● **Supplied material**
○ ○ ○ ○ ○

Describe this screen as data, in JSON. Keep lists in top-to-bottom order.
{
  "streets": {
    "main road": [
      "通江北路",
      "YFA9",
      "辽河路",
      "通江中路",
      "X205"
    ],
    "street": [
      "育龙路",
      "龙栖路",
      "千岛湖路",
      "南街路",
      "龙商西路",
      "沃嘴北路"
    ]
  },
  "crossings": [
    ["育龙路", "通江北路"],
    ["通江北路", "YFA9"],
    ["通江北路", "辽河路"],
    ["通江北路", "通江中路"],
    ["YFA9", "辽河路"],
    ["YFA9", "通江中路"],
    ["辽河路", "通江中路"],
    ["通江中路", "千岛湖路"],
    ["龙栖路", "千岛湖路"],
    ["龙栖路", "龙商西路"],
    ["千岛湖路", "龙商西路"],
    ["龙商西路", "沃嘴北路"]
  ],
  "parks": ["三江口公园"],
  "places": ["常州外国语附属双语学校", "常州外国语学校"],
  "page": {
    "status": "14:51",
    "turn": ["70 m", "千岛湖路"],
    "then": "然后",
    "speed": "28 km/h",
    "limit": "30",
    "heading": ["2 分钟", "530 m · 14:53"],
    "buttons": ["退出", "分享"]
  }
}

○ ○ ○ ○ ○

● **Exercise requirements**
Give the data again exactly, line for line.

● **Response to the exercise**
Describe this screen as data, in JSON. Keep lists in top-to-bottom order.
{
  "streets": {
    "main road": [
      "通江北路",
      "YFA9",
      "辽河路",
      "通江中路",
      "X205"
    ],
    "street": [
      "育龙路",
      "龙栖路",
      "千岛湖路",
      "南街路",
      "龙商西路",
      "沃嘴北路"
    ]
  },
  "crossings": [
    ["育龙路", "通江北路"],
    ["通江北路", "YFA9"],
    ["通江北路", "辽河路"],
    ["通江北路", "通江中路"],
    ["YFA9", "辽河路"],
    ["YFA9", "通江中路"],
    ["辽河路", "通江中路"],
    ["通江中路", "千岛湖路"],
    ["龙栖路", "千岛湖路"],
    ["龙栖路", "龙商西路"],
    ["千岛湖路", "龙商西路"],
    ["龙商西路", "沃嘴北路"]
  ],
  "parks": ["三江口公园"],
  "places": ["常州外国语附属双语学校", "常州外国语学校"],
  "page": {
    "status": "14:51",
    "turn": ["70 m", "千岛湖路"],
    "then": "然后",
    "speed": "28 km/h",
    "limit": "30",
    "heading": ["2 分钟", "530 m · 14:53"],
    "buttons": ["退出", "分享"]
  }
}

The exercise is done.